■ **Work to be completed**
Only a number is required: the count of lines in the material below that contain "list".

━━━ Supplied records ━━━

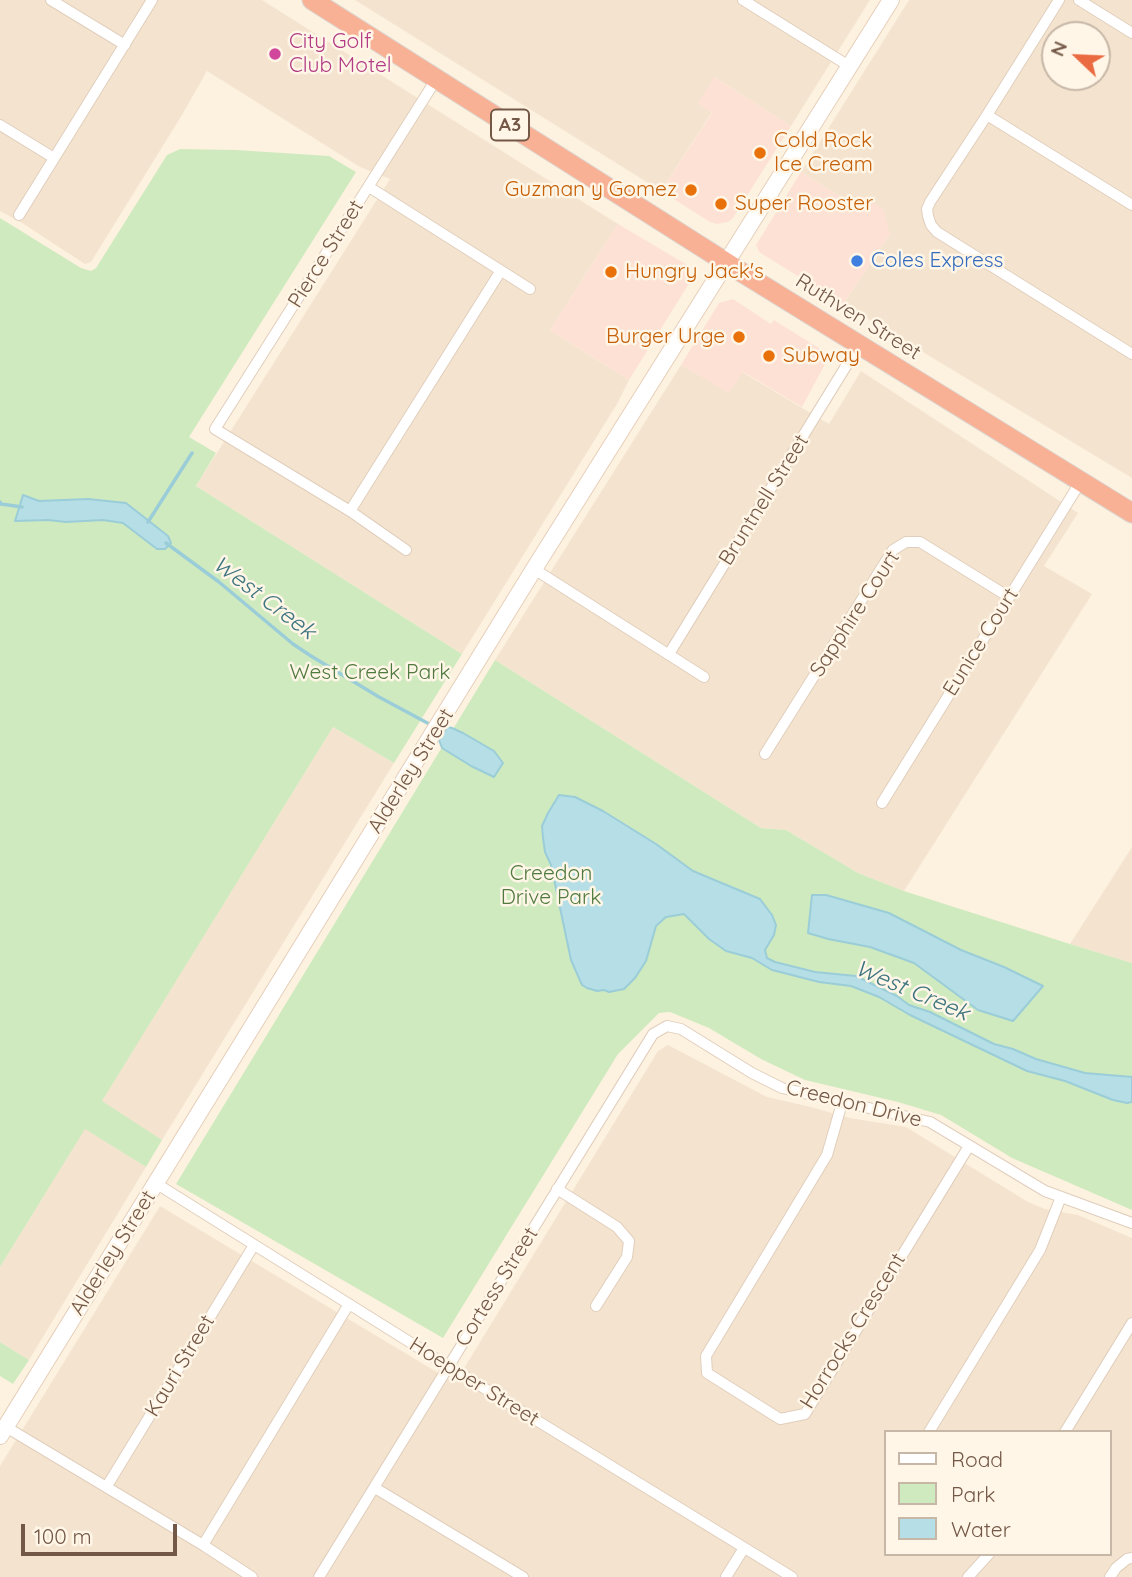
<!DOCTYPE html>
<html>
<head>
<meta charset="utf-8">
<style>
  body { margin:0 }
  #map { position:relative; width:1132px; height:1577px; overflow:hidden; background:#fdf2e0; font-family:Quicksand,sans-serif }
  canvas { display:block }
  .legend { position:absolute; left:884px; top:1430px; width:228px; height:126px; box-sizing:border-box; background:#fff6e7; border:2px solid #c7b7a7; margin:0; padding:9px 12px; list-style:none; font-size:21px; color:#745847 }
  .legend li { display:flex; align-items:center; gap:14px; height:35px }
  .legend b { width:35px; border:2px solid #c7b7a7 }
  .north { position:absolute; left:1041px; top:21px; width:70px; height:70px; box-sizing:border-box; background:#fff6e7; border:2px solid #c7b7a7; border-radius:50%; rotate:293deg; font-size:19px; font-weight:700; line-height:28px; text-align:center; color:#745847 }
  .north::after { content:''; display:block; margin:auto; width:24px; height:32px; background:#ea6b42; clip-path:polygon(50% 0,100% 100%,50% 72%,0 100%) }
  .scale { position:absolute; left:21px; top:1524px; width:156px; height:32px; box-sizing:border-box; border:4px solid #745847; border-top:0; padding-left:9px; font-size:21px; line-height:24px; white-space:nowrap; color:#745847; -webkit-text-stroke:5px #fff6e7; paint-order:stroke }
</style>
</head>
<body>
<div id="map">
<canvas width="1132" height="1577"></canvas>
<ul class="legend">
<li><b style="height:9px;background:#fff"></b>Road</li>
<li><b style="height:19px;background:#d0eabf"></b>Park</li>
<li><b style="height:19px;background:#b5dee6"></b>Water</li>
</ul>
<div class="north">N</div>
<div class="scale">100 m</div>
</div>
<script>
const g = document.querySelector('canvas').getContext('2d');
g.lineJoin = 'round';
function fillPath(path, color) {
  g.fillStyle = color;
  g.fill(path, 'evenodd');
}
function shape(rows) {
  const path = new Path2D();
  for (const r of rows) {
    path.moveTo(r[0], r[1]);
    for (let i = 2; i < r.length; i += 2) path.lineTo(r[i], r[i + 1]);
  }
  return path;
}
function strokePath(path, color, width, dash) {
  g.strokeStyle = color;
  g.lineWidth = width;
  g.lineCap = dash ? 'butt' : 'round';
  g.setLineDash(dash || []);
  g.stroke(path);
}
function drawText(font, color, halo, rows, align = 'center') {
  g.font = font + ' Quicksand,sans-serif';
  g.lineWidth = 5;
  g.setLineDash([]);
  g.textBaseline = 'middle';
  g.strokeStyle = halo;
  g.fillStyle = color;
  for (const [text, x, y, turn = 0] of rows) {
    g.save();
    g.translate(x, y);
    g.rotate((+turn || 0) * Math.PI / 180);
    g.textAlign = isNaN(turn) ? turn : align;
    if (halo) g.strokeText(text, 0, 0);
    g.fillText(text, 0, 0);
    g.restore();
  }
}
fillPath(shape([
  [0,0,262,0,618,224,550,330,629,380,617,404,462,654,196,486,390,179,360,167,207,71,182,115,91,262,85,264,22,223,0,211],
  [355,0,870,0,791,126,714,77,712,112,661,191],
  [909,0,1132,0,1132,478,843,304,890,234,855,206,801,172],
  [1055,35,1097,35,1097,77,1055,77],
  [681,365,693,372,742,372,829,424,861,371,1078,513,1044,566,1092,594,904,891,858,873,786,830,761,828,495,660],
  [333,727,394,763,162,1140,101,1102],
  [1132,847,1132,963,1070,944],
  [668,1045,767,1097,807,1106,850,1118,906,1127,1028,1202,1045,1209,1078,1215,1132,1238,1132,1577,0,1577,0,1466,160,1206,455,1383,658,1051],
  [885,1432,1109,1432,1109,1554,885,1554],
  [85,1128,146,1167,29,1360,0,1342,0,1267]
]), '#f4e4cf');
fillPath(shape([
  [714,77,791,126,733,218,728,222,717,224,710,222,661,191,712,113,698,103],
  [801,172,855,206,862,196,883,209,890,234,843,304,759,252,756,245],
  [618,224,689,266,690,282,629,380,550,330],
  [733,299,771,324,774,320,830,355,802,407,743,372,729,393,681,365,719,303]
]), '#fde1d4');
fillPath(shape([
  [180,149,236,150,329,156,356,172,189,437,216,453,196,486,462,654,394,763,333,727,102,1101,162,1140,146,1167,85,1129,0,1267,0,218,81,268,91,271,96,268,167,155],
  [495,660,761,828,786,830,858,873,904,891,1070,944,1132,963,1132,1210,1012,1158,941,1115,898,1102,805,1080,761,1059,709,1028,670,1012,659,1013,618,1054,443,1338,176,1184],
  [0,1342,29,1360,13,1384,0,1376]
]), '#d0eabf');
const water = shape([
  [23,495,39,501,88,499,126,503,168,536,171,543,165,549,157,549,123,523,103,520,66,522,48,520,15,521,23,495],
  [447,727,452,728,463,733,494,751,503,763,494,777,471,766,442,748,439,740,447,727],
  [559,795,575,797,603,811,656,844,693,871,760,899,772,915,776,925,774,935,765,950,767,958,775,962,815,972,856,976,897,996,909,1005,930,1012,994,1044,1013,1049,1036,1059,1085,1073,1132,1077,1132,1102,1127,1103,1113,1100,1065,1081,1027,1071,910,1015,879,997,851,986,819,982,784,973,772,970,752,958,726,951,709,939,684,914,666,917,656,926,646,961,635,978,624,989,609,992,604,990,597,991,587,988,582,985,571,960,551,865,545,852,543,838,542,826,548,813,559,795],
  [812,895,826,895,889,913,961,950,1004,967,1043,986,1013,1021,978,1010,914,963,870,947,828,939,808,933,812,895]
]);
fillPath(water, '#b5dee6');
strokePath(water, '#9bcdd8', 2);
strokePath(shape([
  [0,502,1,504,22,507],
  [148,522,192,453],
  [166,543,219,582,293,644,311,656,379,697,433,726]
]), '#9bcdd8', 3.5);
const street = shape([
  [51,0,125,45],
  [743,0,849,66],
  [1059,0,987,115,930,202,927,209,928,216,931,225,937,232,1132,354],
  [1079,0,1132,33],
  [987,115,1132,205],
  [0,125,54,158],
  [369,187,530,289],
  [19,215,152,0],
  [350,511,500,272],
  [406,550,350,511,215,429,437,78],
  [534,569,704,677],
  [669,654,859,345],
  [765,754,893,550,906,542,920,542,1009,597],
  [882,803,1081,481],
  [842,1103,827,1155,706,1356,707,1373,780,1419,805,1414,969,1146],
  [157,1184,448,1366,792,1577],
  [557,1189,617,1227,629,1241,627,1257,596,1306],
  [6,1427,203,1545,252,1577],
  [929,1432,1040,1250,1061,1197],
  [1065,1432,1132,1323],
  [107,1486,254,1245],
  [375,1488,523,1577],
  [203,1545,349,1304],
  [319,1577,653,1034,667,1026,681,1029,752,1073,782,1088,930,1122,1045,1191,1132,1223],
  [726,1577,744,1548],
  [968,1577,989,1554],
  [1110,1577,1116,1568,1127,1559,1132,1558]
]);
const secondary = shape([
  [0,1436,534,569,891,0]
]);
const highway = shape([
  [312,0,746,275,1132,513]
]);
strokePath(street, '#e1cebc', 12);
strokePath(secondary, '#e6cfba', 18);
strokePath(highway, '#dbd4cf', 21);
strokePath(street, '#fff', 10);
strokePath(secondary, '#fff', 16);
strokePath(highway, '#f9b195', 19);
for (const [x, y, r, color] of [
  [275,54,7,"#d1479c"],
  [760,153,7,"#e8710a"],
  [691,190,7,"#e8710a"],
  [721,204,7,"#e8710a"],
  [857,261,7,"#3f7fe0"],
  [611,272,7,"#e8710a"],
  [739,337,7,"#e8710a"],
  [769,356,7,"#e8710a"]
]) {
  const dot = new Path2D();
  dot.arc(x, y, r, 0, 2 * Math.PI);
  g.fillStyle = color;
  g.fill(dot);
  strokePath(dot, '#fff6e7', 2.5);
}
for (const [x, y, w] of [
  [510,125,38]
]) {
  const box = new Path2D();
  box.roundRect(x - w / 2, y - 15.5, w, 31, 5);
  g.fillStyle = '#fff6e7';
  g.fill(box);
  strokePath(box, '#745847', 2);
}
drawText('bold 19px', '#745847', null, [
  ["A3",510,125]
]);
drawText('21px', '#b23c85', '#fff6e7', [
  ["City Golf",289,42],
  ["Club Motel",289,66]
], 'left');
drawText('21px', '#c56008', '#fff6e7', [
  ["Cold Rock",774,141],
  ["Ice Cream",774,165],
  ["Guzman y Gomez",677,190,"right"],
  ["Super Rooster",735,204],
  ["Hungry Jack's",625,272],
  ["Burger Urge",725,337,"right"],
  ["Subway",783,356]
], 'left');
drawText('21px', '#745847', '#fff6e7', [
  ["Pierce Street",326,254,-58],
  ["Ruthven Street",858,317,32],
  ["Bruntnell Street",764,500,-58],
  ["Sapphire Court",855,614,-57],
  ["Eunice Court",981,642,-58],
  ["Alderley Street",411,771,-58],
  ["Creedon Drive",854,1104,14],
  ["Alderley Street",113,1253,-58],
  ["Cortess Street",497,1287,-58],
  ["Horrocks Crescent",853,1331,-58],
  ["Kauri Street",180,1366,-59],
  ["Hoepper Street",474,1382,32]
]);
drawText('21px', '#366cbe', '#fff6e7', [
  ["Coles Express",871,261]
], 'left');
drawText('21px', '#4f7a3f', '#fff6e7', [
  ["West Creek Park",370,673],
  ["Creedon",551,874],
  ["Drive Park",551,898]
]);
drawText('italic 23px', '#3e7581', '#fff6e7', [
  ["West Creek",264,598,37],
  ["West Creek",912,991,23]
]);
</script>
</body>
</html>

━━━
━━━ Supplied records ━━━

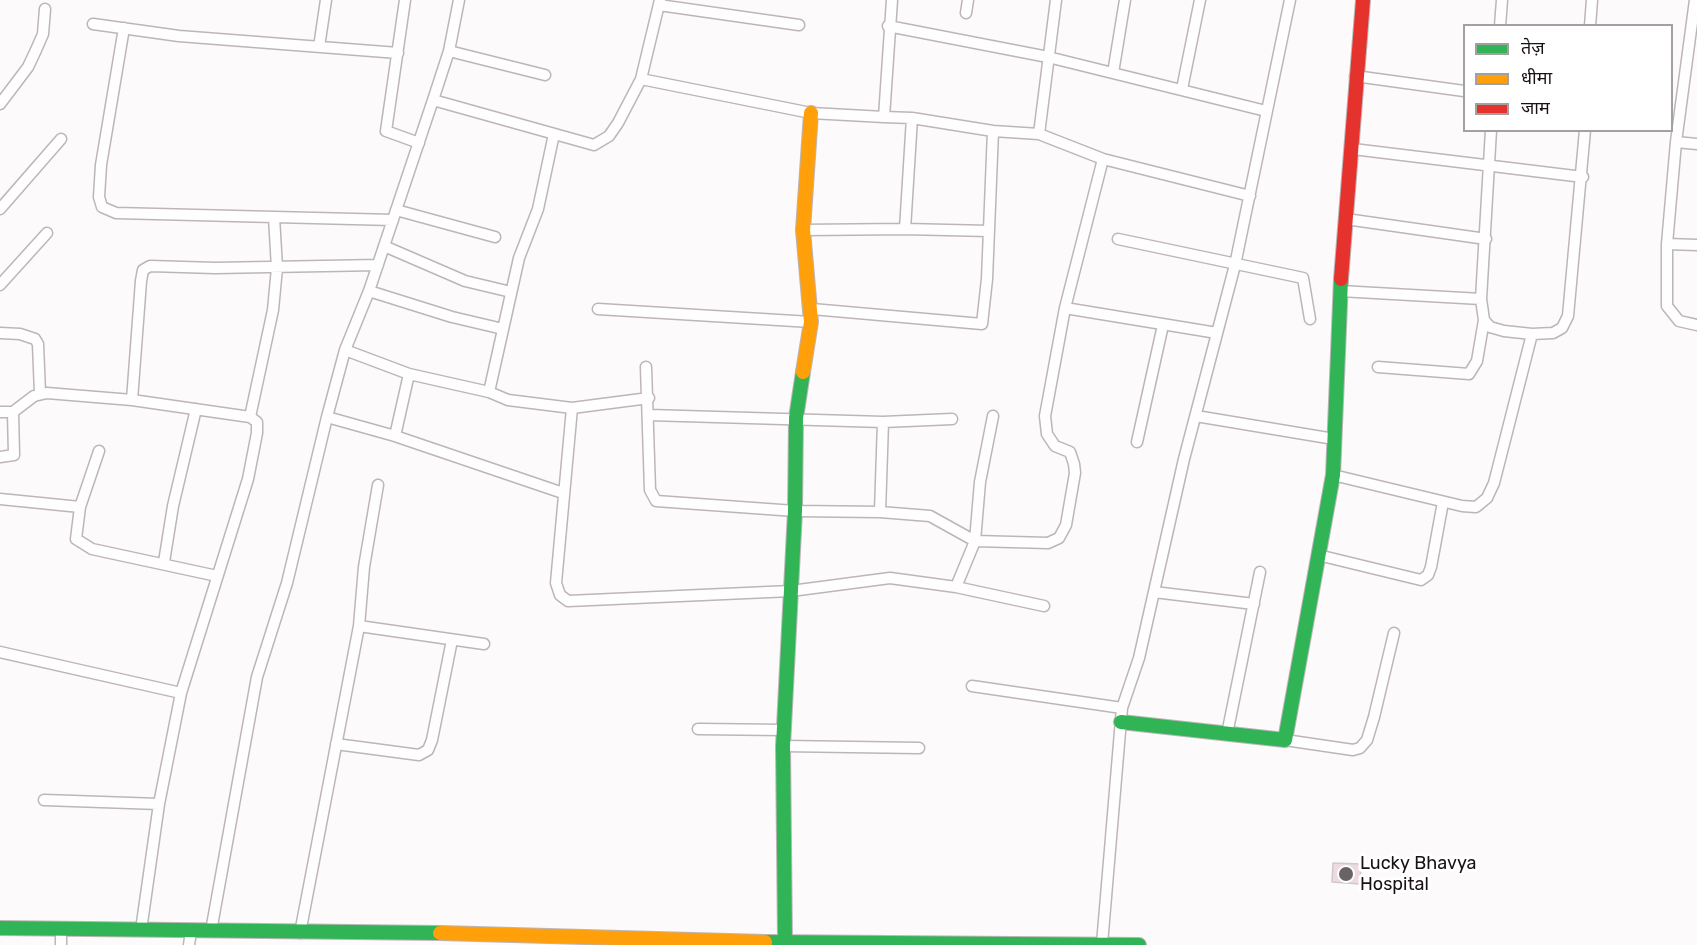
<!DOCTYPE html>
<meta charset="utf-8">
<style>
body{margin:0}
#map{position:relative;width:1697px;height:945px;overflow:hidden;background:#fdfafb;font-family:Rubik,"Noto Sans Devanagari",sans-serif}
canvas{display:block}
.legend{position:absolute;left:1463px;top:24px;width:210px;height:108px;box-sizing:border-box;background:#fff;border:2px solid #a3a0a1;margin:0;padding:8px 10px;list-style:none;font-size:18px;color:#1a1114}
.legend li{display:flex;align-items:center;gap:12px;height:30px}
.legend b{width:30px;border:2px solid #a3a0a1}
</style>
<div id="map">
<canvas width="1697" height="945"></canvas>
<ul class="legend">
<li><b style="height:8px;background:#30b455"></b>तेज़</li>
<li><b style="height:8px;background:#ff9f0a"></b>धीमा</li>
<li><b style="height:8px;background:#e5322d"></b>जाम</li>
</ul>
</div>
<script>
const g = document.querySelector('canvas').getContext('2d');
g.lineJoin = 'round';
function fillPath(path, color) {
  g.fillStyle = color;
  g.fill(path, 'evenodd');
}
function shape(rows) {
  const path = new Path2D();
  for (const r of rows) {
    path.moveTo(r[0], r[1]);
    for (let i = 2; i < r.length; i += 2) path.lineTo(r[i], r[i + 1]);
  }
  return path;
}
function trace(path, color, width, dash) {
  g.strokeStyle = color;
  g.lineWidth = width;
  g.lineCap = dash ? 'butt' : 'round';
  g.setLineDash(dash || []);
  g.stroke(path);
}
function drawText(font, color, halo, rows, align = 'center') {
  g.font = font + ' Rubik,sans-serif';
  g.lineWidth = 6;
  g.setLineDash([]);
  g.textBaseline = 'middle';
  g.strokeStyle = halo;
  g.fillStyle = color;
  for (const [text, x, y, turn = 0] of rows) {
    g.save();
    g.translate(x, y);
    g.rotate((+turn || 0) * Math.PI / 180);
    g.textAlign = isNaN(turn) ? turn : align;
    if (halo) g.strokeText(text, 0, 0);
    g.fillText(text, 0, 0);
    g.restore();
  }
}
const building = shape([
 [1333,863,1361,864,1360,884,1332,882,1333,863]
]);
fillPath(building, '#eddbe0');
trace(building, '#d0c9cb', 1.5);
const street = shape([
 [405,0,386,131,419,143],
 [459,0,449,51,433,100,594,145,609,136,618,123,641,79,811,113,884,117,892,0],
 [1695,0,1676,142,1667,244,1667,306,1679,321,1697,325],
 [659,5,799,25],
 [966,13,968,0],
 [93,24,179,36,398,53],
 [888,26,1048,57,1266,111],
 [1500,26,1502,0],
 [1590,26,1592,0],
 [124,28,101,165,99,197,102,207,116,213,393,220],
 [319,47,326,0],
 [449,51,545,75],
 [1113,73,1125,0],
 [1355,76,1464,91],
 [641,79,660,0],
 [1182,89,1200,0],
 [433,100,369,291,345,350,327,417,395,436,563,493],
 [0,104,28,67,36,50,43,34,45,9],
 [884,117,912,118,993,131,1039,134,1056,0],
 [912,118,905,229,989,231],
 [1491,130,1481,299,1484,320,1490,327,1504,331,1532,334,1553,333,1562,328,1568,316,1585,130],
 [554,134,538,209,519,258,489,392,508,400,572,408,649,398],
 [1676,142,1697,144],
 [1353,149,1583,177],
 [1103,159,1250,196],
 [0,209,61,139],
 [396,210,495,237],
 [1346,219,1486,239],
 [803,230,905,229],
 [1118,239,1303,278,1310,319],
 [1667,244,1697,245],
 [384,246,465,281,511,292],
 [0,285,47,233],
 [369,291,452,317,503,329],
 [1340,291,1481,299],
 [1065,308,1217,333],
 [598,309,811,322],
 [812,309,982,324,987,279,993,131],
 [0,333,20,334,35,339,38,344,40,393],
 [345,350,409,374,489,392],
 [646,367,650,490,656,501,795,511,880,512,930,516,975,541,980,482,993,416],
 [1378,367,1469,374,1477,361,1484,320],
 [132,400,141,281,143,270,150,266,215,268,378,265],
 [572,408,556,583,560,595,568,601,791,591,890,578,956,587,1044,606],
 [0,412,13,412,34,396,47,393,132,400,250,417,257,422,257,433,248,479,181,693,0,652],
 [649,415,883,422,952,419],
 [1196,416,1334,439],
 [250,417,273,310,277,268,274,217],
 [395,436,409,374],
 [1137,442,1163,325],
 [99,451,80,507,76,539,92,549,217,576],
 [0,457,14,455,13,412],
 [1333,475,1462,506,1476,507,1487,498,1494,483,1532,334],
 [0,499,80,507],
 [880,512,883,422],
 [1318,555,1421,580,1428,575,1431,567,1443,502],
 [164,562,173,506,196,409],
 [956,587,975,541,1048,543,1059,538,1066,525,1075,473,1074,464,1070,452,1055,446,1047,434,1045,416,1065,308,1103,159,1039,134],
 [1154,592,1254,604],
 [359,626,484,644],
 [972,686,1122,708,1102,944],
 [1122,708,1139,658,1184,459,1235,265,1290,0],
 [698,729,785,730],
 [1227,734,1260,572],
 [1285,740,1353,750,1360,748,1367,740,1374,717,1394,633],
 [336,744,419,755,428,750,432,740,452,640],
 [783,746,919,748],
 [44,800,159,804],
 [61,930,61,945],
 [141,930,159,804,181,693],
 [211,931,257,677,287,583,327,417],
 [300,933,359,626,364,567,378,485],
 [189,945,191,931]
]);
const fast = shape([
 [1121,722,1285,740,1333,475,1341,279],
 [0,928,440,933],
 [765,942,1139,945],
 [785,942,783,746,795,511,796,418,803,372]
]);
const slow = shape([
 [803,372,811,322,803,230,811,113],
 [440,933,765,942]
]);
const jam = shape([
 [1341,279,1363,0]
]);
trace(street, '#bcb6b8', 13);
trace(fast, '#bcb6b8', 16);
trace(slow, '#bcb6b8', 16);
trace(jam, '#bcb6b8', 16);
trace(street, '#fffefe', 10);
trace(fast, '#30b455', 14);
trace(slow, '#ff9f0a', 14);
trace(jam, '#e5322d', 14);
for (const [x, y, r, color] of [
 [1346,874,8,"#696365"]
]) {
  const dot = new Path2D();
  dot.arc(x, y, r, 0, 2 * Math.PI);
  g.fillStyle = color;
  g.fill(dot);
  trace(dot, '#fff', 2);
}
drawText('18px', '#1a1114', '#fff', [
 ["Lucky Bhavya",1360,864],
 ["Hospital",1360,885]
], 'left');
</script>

━━━

■ **Exercise solution**
2